┌─ Data under study
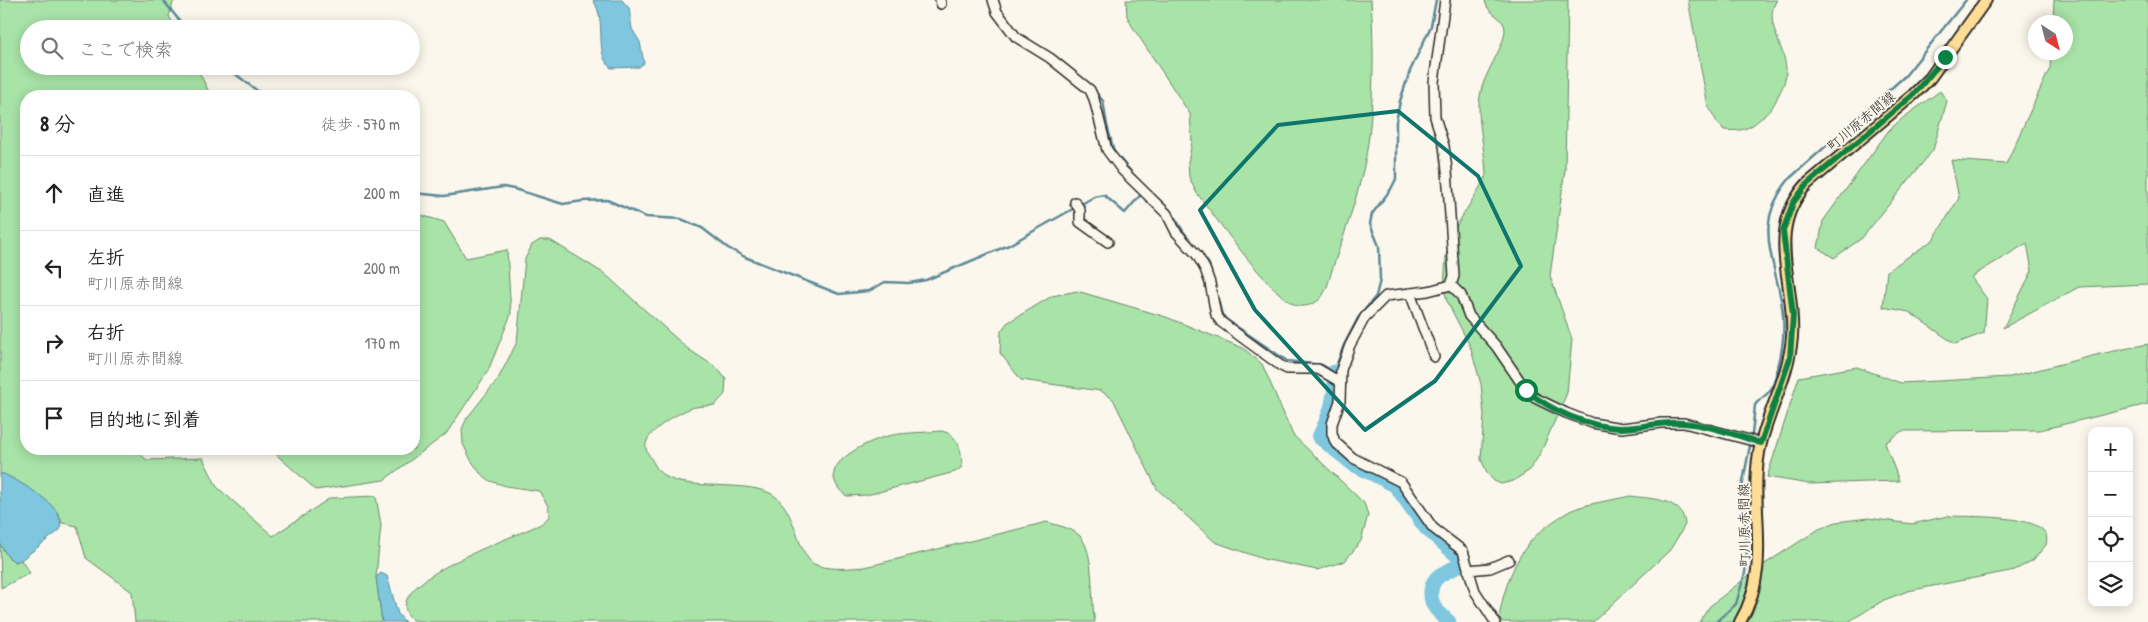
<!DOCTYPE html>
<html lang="ja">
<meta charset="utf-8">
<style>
:root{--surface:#fff;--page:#f6f6f6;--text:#222;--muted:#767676;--line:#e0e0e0}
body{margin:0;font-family:"Patrick Hand","Klee One",sans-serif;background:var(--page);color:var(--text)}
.controls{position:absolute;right:15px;bottom:15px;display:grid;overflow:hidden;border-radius:10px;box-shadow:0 2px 12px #0003}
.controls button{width:45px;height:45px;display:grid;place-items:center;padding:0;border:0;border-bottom:1px solid var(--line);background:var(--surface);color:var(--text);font:25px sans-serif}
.compass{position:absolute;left:2028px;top:15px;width:45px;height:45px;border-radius:50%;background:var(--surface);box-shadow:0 2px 12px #0003;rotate:144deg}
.stop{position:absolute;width:15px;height:15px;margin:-11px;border:4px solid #0b8043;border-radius:50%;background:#fff}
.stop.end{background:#0b8043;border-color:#fff;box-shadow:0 1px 5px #0008}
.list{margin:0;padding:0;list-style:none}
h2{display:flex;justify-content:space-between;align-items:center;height:65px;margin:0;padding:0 20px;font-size:21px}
h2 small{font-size:16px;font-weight:400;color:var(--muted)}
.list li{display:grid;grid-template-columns:32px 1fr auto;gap:15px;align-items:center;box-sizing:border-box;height:75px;padding:0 20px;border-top:1px solid var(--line)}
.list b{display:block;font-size:19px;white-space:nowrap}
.list p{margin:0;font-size:16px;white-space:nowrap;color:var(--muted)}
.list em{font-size:16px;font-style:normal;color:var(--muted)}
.icon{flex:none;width:28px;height:28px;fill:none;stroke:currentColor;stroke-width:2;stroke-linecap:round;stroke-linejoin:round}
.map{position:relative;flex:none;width:2148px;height:622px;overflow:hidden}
.search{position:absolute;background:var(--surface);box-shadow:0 2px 12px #0003;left:20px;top:20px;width:400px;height:55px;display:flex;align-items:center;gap:12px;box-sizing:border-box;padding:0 18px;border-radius:28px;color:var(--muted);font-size:19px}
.panel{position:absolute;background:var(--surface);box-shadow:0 2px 12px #0003;left:20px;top:90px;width:400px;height:365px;border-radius:20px}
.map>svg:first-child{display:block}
.green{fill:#a8e3a8;stroke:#6a876a}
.water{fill:#7ec7df;stroke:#5d8997}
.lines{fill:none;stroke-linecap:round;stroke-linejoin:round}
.stream{stroke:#5d8997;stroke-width:2.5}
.river{stroke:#7ec7df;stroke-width:15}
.minor-casing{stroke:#2b2b2b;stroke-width:12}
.major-casing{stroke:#2b2b2b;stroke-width:14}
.minor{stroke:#fbf7ec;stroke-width:9}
.major{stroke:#ffdd96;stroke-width:10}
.route{stroke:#0b8043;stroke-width:6}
.marked{fill:none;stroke:#0f766e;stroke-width:4;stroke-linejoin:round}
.labels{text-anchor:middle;stroke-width:4;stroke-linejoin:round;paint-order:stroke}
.street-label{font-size:14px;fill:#2b2b2b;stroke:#fbf7ec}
</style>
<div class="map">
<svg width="2148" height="622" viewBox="0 0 2148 622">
<rect width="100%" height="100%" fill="#fbf7ec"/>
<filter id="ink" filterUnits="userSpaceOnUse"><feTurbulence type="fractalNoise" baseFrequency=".02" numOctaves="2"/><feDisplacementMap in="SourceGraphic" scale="10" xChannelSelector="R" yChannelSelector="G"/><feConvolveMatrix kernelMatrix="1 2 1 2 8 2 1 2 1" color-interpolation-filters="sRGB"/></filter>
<g filter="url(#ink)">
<!-- green -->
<path class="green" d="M0 0H174L169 16 176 29H29V66H196L211 96H26V449H134L147 460 203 458 217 487 273 536 330 498 376 496 381 525 376 577 382 622H135L132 592 86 558 77 526 62 523C61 520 60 515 57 512 51 503 10 473 0 474Z
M1126 0H1371C1374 45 1374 91 1369 136 1364 180 1348 223 1334 264 1330 275 1328 290 1320 299 1315 304 1306 307 1299 306 1276 303 1213 214 1196 192L1189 177 1188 162 1192 142 1190 114 1132 26 1127 16Z
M1485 0H1568L1565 170 1550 276 1572 339 1567 393 1541 452 1530 470 1513 481 1501 484 1494 481 1487 473 1481 459 1484 415 1481 384 1470 346 1447 301 1444 288 1446 255 1454 230 1485 179 1486 173C1485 150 1476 116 1480 96 1483 74 1503 50 1505 31 1506 16 1486 15 1485 0Z
M1688 0H1777C1762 21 1786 47 1786 70 1786 80 1783 87 1778 96 1775 103 1772 109 1765 115 1750 128 1745 132 1724 130L1717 122 1708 106Z
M2054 0H2148V284L2079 287 2003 328 2032 271 2027 243 1971 277 1987 299 1984 333 1955 344 1909 312 1883 307 1887 271 1933 240 1959 198 1951 160 2006 164 2050 68 2051 53 2066 52V22H2053Z
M1940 91 1947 101 1933 150 1862 238 1834 258 1818 248 1823 221 1889 130 1904 117Z
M414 213 444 222 466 258 507 250 511 314 488 371 446 434 384 480 316 490 270 449H414Z
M540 240H550L605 274 688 349 717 368 726 379 725 394 715 405C708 406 702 406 696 407 683 409 651 429 647 441 644 448 647 452 651 458 654 464 659 473 665 476 687 491 741 480 770 493 799 508 795 560 819 566 834 570 850 568 865 567L1047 522C1058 526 1070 527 1079 535 1096 552 1090 599 1095 622H433L413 620C371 585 515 537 534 527 540 525 546 521 549 516L548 506 539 491 506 486 490 481 480 473 471 460 463 444 462 429 467 418 498 379 517 342 525 259 532 245Z
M1077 291 1166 317 1243 348 1262 364 1293 435 1364 503 1368 515 1361 541 1345 561 1317 570 1263 559 1215 542 1157 489 1113 399 1101 391 1021 380 1000 353 1001 331 1007 323 1052 296Z
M2148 344V404L2040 430 1902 431 1885 443 1899 481 1809 484 1767 477 1799 377 1857 367 1901 383 2010 377 2100 354Z
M941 431C959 434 962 451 962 467L955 472 867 495 847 496C840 492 836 486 834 478 830 459 868 442 884 437 901 432 923 433 941 431Z
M1630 496C1651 499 1684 498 1685 525L1670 550 1593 622H1499C1500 601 1511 568 1524 550 1534 534 1554 520 1570 511 1583 504 1614 500 1630 496Z
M1948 516C1968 517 2036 514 2046 534 2047 537 2047 542 2046 545L2033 560 2015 570 1908 591 1884 600 1848 622H1699L1710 606 1757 569 1819 529 1836 522 1868 518 1912 524Z
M0 544 8 557 15 562 21 560 30 573 1 588Z"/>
<!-- water -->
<path class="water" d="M593 0H622L629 8 632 29 640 42 644 63 639 67 611 68C593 52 608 22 593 0Z
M0 474H4C22 484 67 505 60 530L21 560 15 562 8 557 0 544Z
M381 573 387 576 398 614 405 622H382L376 577Z"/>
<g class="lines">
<!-- stream -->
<path class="stream" d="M163 0 186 29
M1056 57 1069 68
M225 66 264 96
M1094 90 1103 101 1107 125 1114 152 1140 182
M414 193 444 196 503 187 514 189 563 204 583 201 607 200 646 217 681 219 702 228 728 248 745 257 839 294 869 291 885 282 909 283 926 280 1009 245 1094 197 1104 195 1125 213 1143 192
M1155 196 1170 210 1183 231 1209 264 1222 315 1227 320 1287 361 1322 365 1334 372 1344 345 1358 318 1376 296 1380 280 1379 246 1370 224 1372 214 1391 189 1396 179V122L1400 101 1410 71 1431 26 1436 0
M1716 622 1736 604 1745 573 1747 549 1742 487 1752 435 1755 405C1759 399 1768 395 1771 389 1775 383 1776 374 1778 367 1785 342 1785 315 1779 290 1769 245 1757 218 1790 178L1905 76 1966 0"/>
<!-- river -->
<path class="river" d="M1334 372C1337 397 1330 415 1319 437L1353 464 1395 485 1426 528 1459 557 1460 563C1456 569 1450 569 1444 573 1432 578 1428 592 1433 604 1435 610 1444 617 1449 622"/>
<defs>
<path id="minor" d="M940 0 941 4
M993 0 997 12 1016 37 1050 58 1090 90 1094 99 1107 150 1122 170 1167 214 1176 232 1197 255 1205 269 1210 283 1216 315 1221 322 1281 366 1287 369H1318L1340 382
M1445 0 1434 82 1435 117 1444 146 1447 170 1454 276 1451 285 1428 291 1386 296 1365 317 1350 345 1341 370 1340 401 1332 424V433L1335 442 1353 458 1401 482 1433 528 1463 551 1475 591 1495 622
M1075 202 1080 210V222L1108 242
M1451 285 1461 295 1469 316 1496 346 1526 390 1535 398 1566 413 1592 423 1622 428 1661 423H1684L1761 443
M1410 293 1434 357
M1468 570 1490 568 1509 560"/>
<path id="major" d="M1740 622C1775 563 1746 505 1761 443 1770 407 1789 375 1792 337 1796 281 1764 232 1807 184L1913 95 1930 78 1986 0"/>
</defs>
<!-- minor casing -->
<use href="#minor" class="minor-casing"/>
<!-- major casing -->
<use href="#major" class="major-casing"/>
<!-- minor -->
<use href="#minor" class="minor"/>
<!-- major -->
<use href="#major" class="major"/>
</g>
</g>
<g class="lines" filter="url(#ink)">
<!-- route -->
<path class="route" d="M1526 390C1551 411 1588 427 1621 428 1642 428 1662 421 1683 423 1709 425 1736 435 1761 443L1790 358 1793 315 1783 231 1793 203 1807 184 1913 95 1945 57"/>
</g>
<!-- marked area -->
<path class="marked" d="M1398 111 1478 176 1521 266 1435 381 1365 430 1255 310 1200 210 1278 125Z"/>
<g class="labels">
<!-- street labels -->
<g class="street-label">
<text transform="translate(1861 121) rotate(-40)" y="5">町川原赤間線</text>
<text transform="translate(1744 525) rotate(-91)" y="5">町川原赤間線</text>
</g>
</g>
</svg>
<div class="controls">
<button>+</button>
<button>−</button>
<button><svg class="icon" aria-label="locate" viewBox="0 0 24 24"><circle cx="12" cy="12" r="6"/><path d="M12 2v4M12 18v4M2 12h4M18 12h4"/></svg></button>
<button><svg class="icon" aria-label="layers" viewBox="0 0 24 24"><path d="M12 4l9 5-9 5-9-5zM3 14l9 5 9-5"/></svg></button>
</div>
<svg class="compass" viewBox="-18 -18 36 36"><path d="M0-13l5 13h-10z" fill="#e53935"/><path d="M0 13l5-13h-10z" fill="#767676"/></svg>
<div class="stop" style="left:1526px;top:390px"></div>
<div class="stop end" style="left:1945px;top:57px"></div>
<div class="search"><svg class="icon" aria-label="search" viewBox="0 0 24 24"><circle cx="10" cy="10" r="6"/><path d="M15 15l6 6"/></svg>ここで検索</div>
<section class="panel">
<h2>8 分<small>徒歩 · 570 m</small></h2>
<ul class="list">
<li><svg class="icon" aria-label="ahead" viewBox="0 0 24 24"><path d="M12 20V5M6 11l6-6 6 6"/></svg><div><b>直進</b></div><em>200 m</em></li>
<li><svg class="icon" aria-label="left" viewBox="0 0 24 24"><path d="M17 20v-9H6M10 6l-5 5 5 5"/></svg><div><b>左折</b><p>町川原赤間線</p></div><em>200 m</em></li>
<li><svg class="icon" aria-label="right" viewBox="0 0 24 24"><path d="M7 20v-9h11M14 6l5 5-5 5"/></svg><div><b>右折</b><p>町川原赤間線</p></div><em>170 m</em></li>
<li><svg class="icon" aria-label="arrive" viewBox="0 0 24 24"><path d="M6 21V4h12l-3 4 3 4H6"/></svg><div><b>目的地に到着</b></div></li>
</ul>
</section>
</div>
└─
What is expected:
Wherever a line above contains the string "list", copy that line.

Problem solution:
.list{margin:0;padding:0;list-style:none}
.list li{display:grid;grid-template-columns:32px 1fr auto;gap:15px;align-items:center;box-sizing:border-box;height:75px;padding:0 20px;border-top:1px solid var(--line)}
.list b{display:block;font-size:19px;white-space:nowrap}
.list p{margin:0;font-size:16px;white-space:nowrap;color:var(--muted)}
.list em{font-size:16px;font-style:normal;color:var(--muted)}
<ul class="list">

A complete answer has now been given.